Give the number of lines in the records below that contain the word "function". State only that number.

__Stored data entries__
● ● ● ● ● ● ●
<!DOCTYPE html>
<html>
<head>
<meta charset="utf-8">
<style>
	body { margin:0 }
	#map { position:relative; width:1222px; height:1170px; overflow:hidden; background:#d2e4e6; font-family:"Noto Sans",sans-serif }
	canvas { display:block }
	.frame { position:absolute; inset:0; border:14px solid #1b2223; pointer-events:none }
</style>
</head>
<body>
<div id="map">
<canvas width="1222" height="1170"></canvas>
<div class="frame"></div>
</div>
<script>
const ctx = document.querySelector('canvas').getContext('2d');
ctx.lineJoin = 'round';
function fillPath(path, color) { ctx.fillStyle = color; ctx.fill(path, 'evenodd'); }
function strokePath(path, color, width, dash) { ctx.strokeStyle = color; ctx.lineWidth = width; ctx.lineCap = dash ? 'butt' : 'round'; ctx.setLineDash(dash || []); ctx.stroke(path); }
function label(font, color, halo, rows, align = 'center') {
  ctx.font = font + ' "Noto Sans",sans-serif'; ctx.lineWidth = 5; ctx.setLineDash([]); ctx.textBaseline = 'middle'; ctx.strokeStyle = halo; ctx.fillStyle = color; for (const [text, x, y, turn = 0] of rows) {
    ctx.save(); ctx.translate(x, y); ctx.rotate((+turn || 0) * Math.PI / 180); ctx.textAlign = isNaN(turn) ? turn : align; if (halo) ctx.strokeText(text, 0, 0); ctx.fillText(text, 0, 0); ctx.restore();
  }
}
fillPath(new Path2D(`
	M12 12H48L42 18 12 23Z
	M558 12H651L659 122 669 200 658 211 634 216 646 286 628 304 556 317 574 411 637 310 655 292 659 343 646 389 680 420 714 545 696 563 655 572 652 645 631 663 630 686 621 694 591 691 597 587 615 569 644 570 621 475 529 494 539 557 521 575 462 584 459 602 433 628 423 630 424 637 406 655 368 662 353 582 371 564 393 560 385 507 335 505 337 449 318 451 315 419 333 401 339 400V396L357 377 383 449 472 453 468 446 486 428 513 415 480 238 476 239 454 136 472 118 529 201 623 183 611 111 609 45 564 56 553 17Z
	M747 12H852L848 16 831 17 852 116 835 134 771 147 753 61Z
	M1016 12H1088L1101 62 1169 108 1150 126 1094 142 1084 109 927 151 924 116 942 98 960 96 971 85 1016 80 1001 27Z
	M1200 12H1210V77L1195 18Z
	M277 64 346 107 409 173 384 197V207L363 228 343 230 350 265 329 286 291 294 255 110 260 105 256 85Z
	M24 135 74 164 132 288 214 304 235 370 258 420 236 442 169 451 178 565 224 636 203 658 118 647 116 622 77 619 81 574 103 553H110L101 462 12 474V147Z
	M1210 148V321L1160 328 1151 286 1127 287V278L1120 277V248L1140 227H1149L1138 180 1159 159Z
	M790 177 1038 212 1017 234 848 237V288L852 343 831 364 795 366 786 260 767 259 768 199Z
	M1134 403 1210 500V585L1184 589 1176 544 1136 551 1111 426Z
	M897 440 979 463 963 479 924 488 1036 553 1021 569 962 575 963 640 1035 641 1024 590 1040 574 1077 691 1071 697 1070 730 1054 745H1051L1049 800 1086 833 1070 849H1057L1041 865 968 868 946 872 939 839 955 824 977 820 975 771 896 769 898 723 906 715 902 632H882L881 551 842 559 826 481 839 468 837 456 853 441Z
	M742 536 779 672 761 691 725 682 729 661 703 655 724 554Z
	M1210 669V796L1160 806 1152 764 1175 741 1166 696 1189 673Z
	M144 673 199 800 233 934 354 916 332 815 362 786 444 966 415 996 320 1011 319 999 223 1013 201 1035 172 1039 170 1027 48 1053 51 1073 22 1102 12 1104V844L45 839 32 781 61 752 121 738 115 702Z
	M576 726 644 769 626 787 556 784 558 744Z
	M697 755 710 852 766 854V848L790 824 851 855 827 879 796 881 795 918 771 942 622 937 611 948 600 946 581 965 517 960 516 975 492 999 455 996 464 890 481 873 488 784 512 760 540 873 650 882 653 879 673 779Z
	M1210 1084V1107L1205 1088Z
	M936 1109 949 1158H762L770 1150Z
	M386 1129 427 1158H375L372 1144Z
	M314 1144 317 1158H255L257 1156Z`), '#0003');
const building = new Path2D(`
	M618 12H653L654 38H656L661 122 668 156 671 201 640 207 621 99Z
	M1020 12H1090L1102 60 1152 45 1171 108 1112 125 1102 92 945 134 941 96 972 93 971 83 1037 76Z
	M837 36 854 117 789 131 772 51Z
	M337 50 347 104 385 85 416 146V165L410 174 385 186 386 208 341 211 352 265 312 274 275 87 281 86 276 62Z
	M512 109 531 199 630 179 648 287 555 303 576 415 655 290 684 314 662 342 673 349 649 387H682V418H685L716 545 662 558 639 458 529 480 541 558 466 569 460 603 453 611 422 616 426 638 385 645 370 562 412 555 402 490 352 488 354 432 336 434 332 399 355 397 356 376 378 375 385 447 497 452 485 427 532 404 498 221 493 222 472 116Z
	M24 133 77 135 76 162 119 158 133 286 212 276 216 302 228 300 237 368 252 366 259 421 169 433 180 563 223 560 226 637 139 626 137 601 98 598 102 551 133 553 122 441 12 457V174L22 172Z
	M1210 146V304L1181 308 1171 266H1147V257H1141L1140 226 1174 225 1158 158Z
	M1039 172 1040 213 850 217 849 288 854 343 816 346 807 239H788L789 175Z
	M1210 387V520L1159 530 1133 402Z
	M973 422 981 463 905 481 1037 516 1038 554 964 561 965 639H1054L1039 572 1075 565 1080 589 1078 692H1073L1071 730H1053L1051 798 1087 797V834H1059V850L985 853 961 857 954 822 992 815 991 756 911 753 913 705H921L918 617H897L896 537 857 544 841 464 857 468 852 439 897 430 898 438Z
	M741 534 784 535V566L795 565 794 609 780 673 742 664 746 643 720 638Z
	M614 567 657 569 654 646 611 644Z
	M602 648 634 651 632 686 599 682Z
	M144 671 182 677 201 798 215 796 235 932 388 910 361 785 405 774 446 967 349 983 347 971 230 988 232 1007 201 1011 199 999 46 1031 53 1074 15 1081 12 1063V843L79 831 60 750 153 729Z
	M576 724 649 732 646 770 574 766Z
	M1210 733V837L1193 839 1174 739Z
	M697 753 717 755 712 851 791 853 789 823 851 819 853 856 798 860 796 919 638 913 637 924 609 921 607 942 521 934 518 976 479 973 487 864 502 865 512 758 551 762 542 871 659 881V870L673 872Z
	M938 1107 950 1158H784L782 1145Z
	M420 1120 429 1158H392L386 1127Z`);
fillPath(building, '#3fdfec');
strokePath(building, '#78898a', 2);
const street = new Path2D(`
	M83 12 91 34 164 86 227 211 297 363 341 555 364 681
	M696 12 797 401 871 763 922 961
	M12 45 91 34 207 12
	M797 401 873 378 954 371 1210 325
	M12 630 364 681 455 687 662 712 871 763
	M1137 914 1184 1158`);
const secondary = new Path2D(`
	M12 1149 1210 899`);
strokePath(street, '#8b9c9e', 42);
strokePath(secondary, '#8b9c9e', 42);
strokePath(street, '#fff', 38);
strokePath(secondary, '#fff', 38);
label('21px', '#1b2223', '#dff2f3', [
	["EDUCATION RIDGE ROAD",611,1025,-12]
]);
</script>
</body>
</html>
● ● ● ● ● ● ●
__THE ANSWER__
3